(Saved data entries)
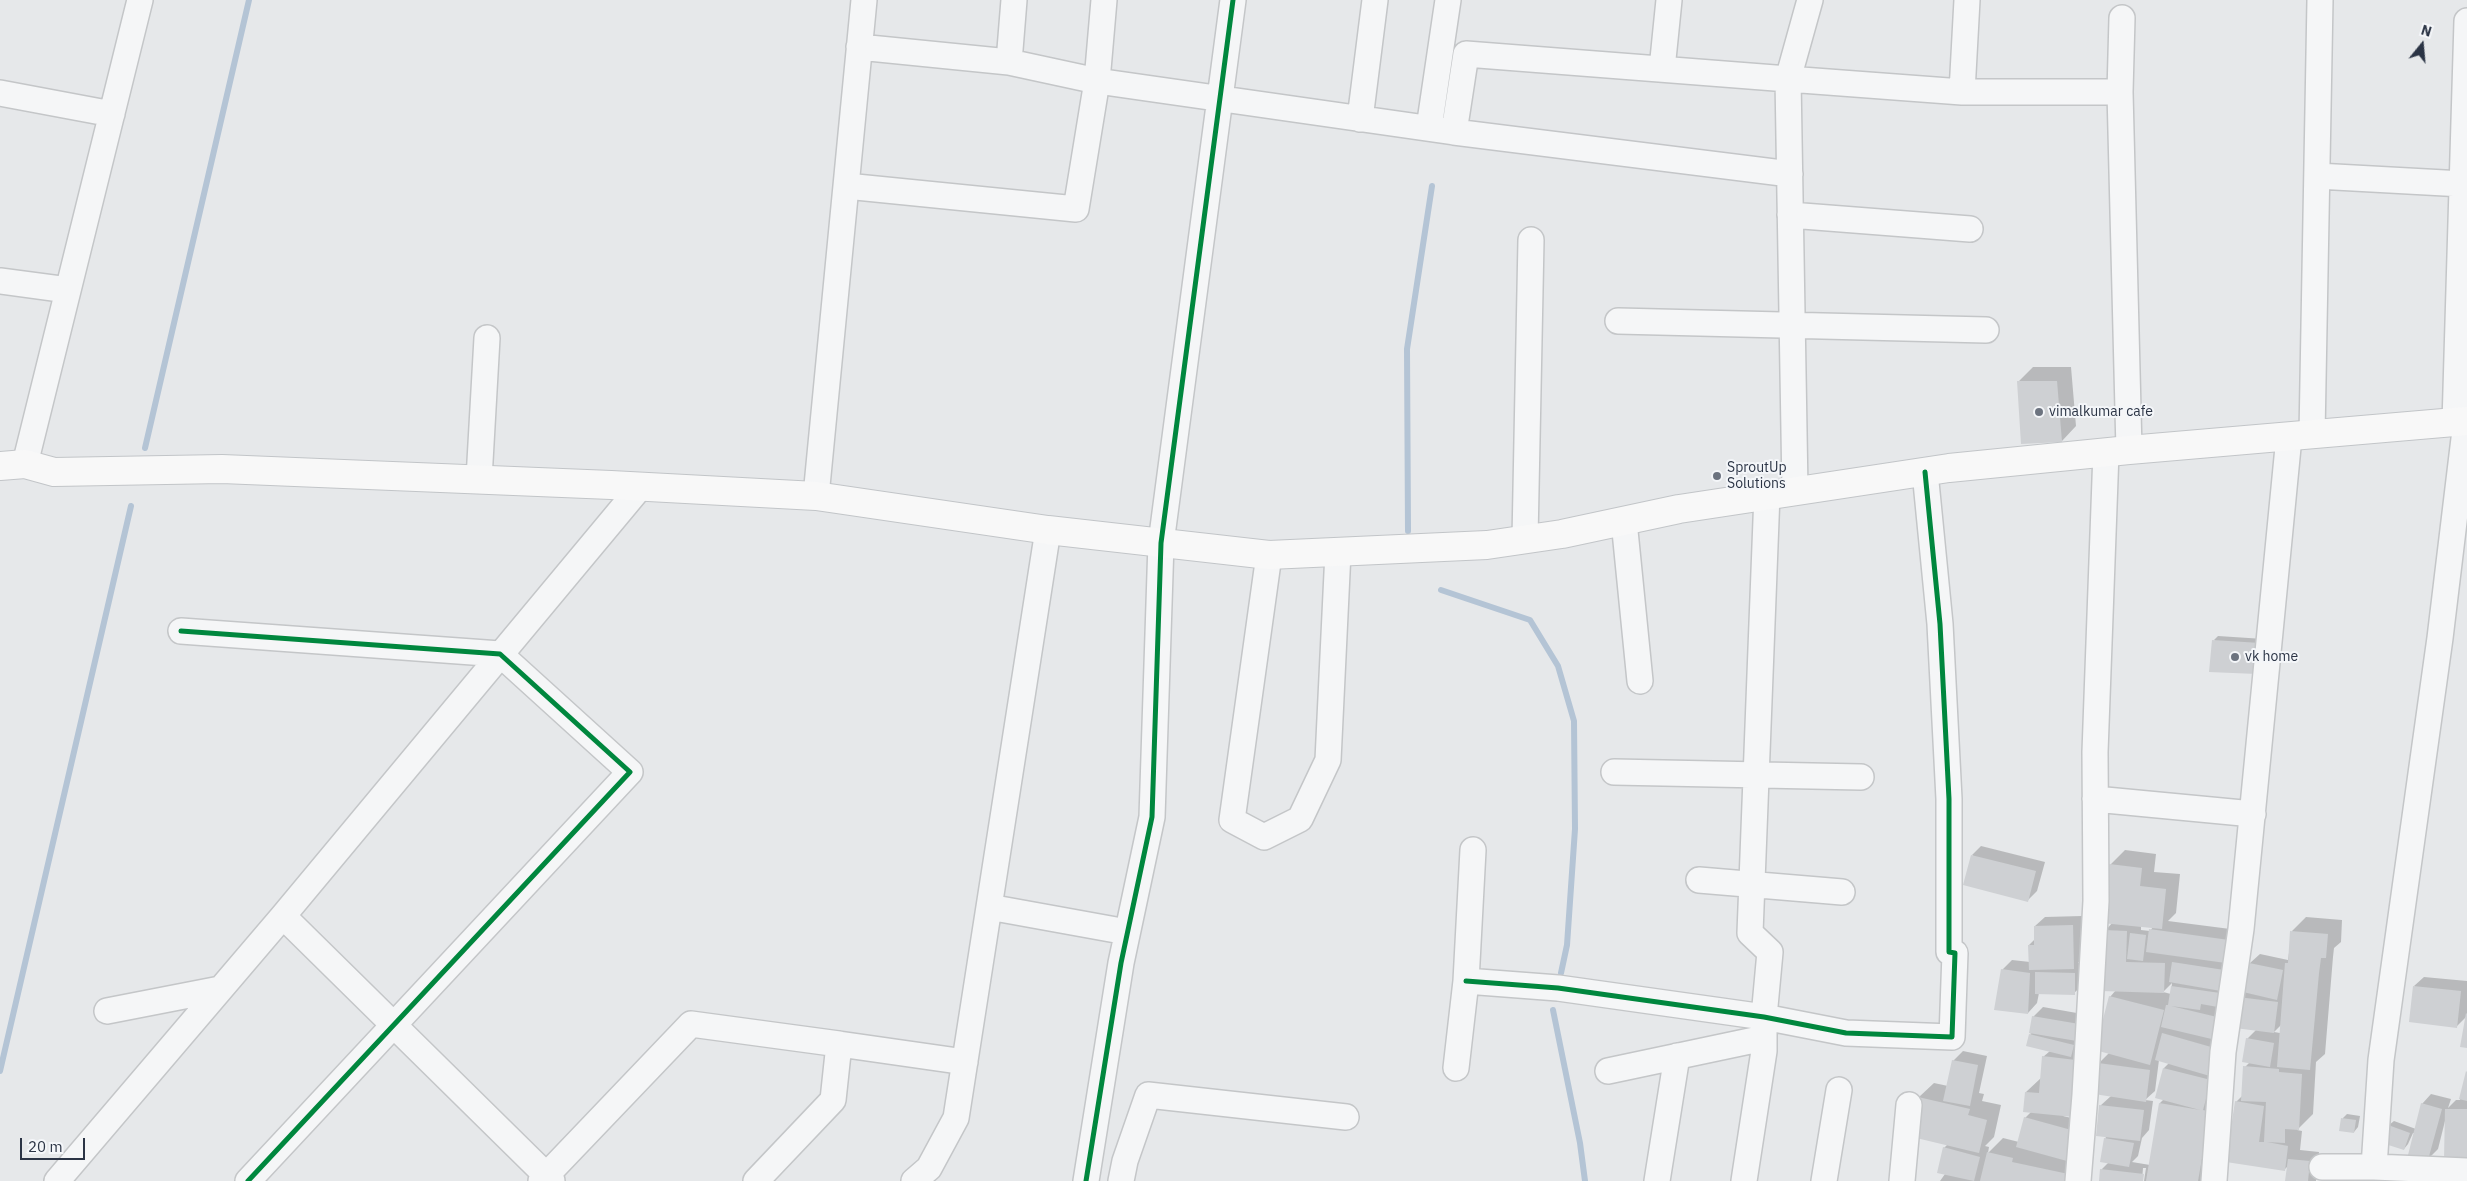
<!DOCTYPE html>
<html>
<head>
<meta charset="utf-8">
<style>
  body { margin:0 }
  #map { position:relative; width:2467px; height:1181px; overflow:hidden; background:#e6e8ea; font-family:"IBM Plex Sans",sans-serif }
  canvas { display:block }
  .north { position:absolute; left:2397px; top:20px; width:50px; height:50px; -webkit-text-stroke:4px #f4f6f9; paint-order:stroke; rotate:17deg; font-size:14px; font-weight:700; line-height:20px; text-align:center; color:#2b3445 }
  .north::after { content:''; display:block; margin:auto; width:18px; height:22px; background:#2b3445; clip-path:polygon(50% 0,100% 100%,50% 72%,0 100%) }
  .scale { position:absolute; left:20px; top:1138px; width:65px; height:22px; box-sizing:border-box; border:2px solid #2b3445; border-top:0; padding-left:6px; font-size:15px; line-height:18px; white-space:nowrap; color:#2b3445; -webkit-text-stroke:4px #f4f6f9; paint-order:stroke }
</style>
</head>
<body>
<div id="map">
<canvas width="2467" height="1181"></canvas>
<div class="north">N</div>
<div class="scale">20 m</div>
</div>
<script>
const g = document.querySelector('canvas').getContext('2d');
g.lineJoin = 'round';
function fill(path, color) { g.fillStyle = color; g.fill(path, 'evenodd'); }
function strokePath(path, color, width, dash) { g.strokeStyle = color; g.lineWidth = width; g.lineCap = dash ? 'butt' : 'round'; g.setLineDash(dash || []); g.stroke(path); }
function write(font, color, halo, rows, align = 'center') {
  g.font = font + ' "IBM Plex Sans",sans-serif'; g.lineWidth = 4; g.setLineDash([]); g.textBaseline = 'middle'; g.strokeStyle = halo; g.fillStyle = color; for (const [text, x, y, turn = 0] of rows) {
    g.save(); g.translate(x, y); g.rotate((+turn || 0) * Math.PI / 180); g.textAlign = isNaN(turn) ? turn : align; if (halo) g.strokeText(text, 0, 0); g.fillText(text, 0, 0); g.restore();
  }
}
fill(new Path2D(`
  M2033 367H2071L2076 426 2062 441 2019 381Z
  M2218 636 2264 639 2257 672 2214 640Z
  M1981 846 2045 862 2037 891 2028 900 1972 855Z
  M2125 850 2156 854 2154 872 2180 874 2176 913 2168 921 2238 930 2210 1181H2144L2146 1168H2143L2142 1181H2100L2101 1170 2109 1162 2101 1161 2106 1136 2100 1106 2111 1096 2095 1093 2063 1116 2084 1121 2083 1181H1940L1945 1174 1944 1148 1948 1144 1919 1097 1934 1083 1948 1086 1953 1061 1963 1051 1987 1056 1979 1093 1984 1094 1982 1101 2001 1105 1994 1137 1985 1146 1989 1147 1988 1153 2003 1138 2019 1142 2025 1118 2032 1111 2026 1092 2041 1078 2043 1057 2050 1051 2030 1034 2033 1032V1017L2043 1007 2088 1015 2097 1046 2110 997 2116 990 2105 931 2113 922 2110 865ZM2141 926 2153 927 2150 931 2141 930ZM2172 983 2171 994 2163 992ZM2098 1050 2109 1053 2096 1066ZM2159 1060 2169 1063 2164 1068V1099L2160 1103 2150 1165 2132 1162 2138 1156 2142 1138 2149 1130 2153 1101 2145 1100 2155 1091Z
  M2082 916 2083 958 2078 963H2084V984L2074 993H2039L2037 1003 2028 1013 2002 970 2012 960 2030 962 2029 945 2035 939V926L2045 917Z
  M2306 917 2342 920 2341 942 2334 948 2333 957 2325 1054 2316 1062 2313 1114 2297 1130 2302 1131 2300 1150 2319 1152 2316 1181H2287L2288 1166 2285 1169 2228 1161 2236 1102 2243 1095 2245 1067 2250 1062 2247 1039 2256 1030 2236 1027 2250 963 2260 954 2288 960 2292 931ZM2281 1025 2280 1033 2274 1032Z
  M2424 977 2467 981V1047V1016L2456 1027 2414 986Z
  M2467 1074V1159L2445 1121 2438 1149 2428 1159 2414 1133H2413L2408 1144 2404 1149 2384 1142 2389 1125 2394 1121 2416 1129 2422 1104 2431 1094 2451 1099 2448 1108 2456 1100H2460Z
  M2347 1114 2360 1116 2358 1127 2354 1132 2341 1130 2343 1118Z
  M2385 1170 2382 1181H2353L2355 1174Z`), '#0003');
strokePath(new Path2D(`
  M145 448 249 0
  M1408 531 1407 349 1432 186
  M1441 590 1530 620 1558 666 1574 721 1575 829 1567 945 1561 973
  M1553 1010 1580 1143 1585 1181
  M0 1071 131 506`), '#b4c4d5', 6);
fill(new Path2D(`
  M2017 381H2057L2062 442 2021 444Z
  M2212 640 2260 643 2257 674 2209 672Z
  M1971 855 2036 871 2028 902 1963 885Z
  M2109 864 2142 868 2140 886 2166 889 2162 929 2102 923Z
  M2073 925 2074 969 2029 970 2028 945H2034V926Z
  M2149 929 2229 940 2226 963 2146 952Z
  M2103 930 2127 931 2126 962 2165 963 2164 993 2101 991Z
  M2290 931 2328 934 2326 958H2321L2319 973 2310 1070 2277 1067 2285 963H2288Z
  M2130 933 2146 935 2143 961 2127 959Z
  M2172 962 2224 970 2221 991 2169 982Z
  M2249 963 2283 970 2277 1000 2243 992Z
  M2001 969 2030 973 2028 1014 1994 1010Z
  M2035 972 2075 973V995L2035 994Z
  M2171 986 2220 993 2218 1007 2201 1004 2200 1010 2171 1006 2221 1018 2216 1040 2161 1027 2166 1005H2168Z
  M2413 986 2461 991 2457 1028 2409 1022Z
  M2109 996 2164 1010 2150 1065 2095 1050Z
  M2238 997 2278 1002 2274 1033 2235 1028Z
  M2466 1013 2467 1014V1048L2460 1047Z
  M2032 1016 2079 1024 2077 1041 2029 1033Z
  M2162 1033 2218 1049 2210 1076 2155 1060Z
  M2029 1034 2074 1045 2071 1057 2026 1046Z
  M2246 1038 2274 1043 2270 1067 2242 1062Z
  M2042 1056 2084 1061 2074 1117 2023 1112 2025 1092 2039 1093Z
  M1952 1060 1978 1065 1970 1106 1943 1101Z
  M2098 1063 2150 1070 2146 1102 2094 1094Z
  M2243 1066 2279 1069V1072L2302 1074 2299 1130 2285 1129V1143L2267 1142 2288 1146 2285 1171 2226 1162 2235 1101 2264 1106 2259 1142H2264L2266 1102 2241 1101Z
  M2163 1068 2211 1080 2203 1110 2210 1112 2198 1181H2146L2159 1103 2200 1110 2155 1098Z
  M2466 1071 2467 1072V1101L2459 1099Z
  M1918 1097 1970 1109 1968 1115 1987 1120 1979 1153 1908 1136Z
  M2421 1103 2442 1109 2428 1160 2408 1155Z
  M2099 1105 2144 1110 2140 1141 2096 1136Z
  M2445 1109H2467V1160L2444 1159Z
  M2024 1117 2075 1131 2067 1161 2016 1147Z
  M2341 1118 2356 1120 2354 1133 2339 1131Z
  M2388 1125 2410 1133 2404 1150 2382 1143Z
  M2104 1138 2134 1143 2129 1167 2100 1162Z
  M1943 1147 1980 1157 1974 1181 1937 1173Z
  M1987 1152 2013 1158 2012 1162 2073 1175 2072 1181H1980Z
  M2288 1159 2310 1161 2308 1181H2285Z
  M2100 1169 2144 1174 2143 1181H2099Z`), '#ced0d3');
const minor = new Path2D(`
  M2122 18 2120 92 2129 450
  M859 47 1009 62 1014 0
  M1009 62 1097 81 1454 132 1466 54 1788 79 1810 0
  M1662 69 1669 0
  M1962 92H2120
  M0 93 112 114
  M1360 119 1375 0
  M1429 128 1448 0
  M1454 132 1790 174
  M2317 176 2463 184
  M846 186 1076 209 1097 81 1104 0
  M1790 215 1970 229
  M0 281 68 290
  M1618 321 1986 330
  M2455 423 2467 21
  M2312 435 2320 0
  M25 464 140 0
  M479 479 487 338
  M1795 490 1788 79 1962 92 1967 0
  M816 496 864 0
  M1624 521 1640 681
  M1525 539 1531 240
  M1269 555 1232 820 1264 837 1300 819 1328 760 1338 552
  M181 631 500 654 630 772 248 1181
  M1614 772 1861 777
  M2095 799 2253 814
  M1699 880 1842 892
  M989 907 1127 932
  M283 916 552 1181
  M1466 981 1558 988 1764 1017 1846 1033 1952 1037 1955 953 1949 952V799L1940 624 1925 472
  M107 1011 220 989
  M1456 1068 1466 981 1473 850
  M1608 1071 1764 1038
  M2322 1167H2374L2467 1171
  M2374 1167 2381 1060 2440 638 2466 422
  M57 1181 283 916 641 486
  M541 1181 691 1024 839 1044
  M756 1181 833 1100 839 1044 965 1062
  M914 1181 929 1168 956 1118 1048 530
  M1086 1181 1121 963 1152 817 1161 543 1233 0
  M1121 1181 1125 1161 1148 1095 1346 1117
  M1657 1181 1677 1056
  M1744 1181 1764 1051V1017L1770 952 1750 933 1767 494
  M1824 1181 1839 1090
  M1902 1181 1909 1105
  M2078 1181 2085 1095 2096 901 2095 752 2106 452
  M2214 1181 2223 1052 2241 929 2289 437`);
const major = new Path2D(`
  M0 466 25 464 54 472 222 469 611 485 816 496 1048 530 1269 555 1487 545 1562 534 1679 509 1949 468 2129 450 2467 421`);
strokePath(minor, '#c4c6c8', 28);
strokePath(major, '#c2c5c8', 30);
strokePath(minor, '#f5f6f7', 25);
strokePath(major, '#f8f8f8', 28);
strokePath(new Path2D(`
  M181 631 500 654 630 772 248 1181
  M1466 981 1558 988 1764 1017 1846 1033 1952 1037 1955 953 1949 952V799L1940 624 1925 472
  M1086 1181 1121 963 1152 817 1161 543 1233 0`), '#00873e', 5);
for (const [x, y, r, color] of [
  [2039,412,5,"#6c737f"],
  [1717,476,5,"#6c737f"],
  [2235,657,5,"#6c737f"]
]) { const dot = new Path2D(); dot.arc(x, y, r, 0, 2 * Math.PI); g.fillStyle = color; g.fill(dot); strokePath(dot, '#f4f6f9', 2); }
write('14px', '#2b3445', '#f4f6f9', [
  ["vimalkumar cafe",2049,412],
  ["SproutUp",1727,468],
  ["Solutions",1727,484],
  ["vk home",2245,657]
], 'left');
</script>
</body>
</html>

Your task:
Print again the lines of the entries above that fall between the line holding "M2238 997 2278 1002 2274 1033 2235 1028Z" and the line holding "M2322 1167H2374L2467 1171", inclusive, exactly as they stand.

Task output:
  M2238 997 2278 1002 2274 1033 2235 1028Z
  M2466 1013 2467 1014V1048L2460 1047Z
  M2032 1016 2079 1024 2077 1041 2029 1033Z
  M2162 1033 2218 1049 2210 1076 2155 1060Z
  M2029 1034 2074 1045 2071 1057 2026 1046Z
  M2246 1038 2274 1043 2270 1067 2242 1062Z
  M2042 1056 2084 1061 2074 1117 2023 1112 2025 1092 2039 1093Z
  M1952 1060 1978 1065 1970 1106 1943 1101Z
  M2098 1063 2150 1070 2146 1102 2094 1094Z
  M2243 1066 2279 1069V1072L2302 1074 2299 1130 2285 1129V1143L2267 1142 2288 1146 2285 1171 2226 1162 2235 1101 2264 1106 2259 1142H2264L2266 1102 2241 1101Z
  M2163 1068 2211 1080 2203 1110 2210 1112 2198 1181H2146L2159 1103 2200 1110 2155 1098Z
  M2466 1071 2467 1072V1101L2459 1099Z
  M1918 1097 1970 1109 1968 1115 1987 1120 1979 1153 1908 1136Z
  M2421 1103 2442 1109 2428 1160 2408 1155Z
  M2099 1105 2144 1110 2140 1141 2096 1136Z
  M2445 1109H2467V1160L2444 1159Z
  M2024 1117 2075 1131 2067 1161 2016 1147Z
  M2341 1118 2356 1120 2354 1133 2339 1131Z
  M2388 1125 2410 1133 2404 1150 2382 1143Z
  M2104 1138 2134 1143 2129 1167 2100 1162Z
  M1943 1147 1980 1157 1974 1181 1937 1173Z
  M1987 1152 2013 1158 2012 1162 2073 1175 2072 1181H1980Z
  M2288 1159 2310 1161 2308 1181H2285Z
  M2100 1169 2144 1174 2143 1181H2099Z`), '#ced0d3');
const minor = new Path2D(`
  M2122 18 2120 92 2129 450
  M859 47 1009 62 1014 0
  M1009 62 1097 81 1454 132 1466 54 1788 79 1810 0
  M1662 69 1669 0
  M1962 92H2120
  M0 93 112 114
  M1360 119 1375 0
  M1429 128 1448 0
  M1454 132 1790 174
  M2317 176 2463 184
  M846 186 1076 209 1097 81 1104 0
  M1790 215 1970 229
  M0 281 68 290
  M1618 321 1986 330
  M2455 423 2467 21
  M2312 435 2320 0
  M25 464 140 0
  M479 479 487 338
  M1795 490 1788 79 1962 92 1967 0
  M816 496 864 0
  M1624 521 1640 681
  M1525 539 1531 240
  M1269 555 1232 820 1264 837 1300 819 1328 760 1338 552
  M181 631 500 654 630 772 248 1181
  M1614 772 1861 777
  M2095 799 2253 814
  M1699 880 1842 892
  M989 907 1127 932
  M283 916 552 1181
  M1466 981 1558 988 1764 1017 1846 1033 1952 1037 1955 953 1949 952V799L1940 624 1925 472
  M107 1011 220 989
  M1456 1068 1466 981 1473 850
  M1608 1071 1764 1038
  M2322 1167H2374L2467 1171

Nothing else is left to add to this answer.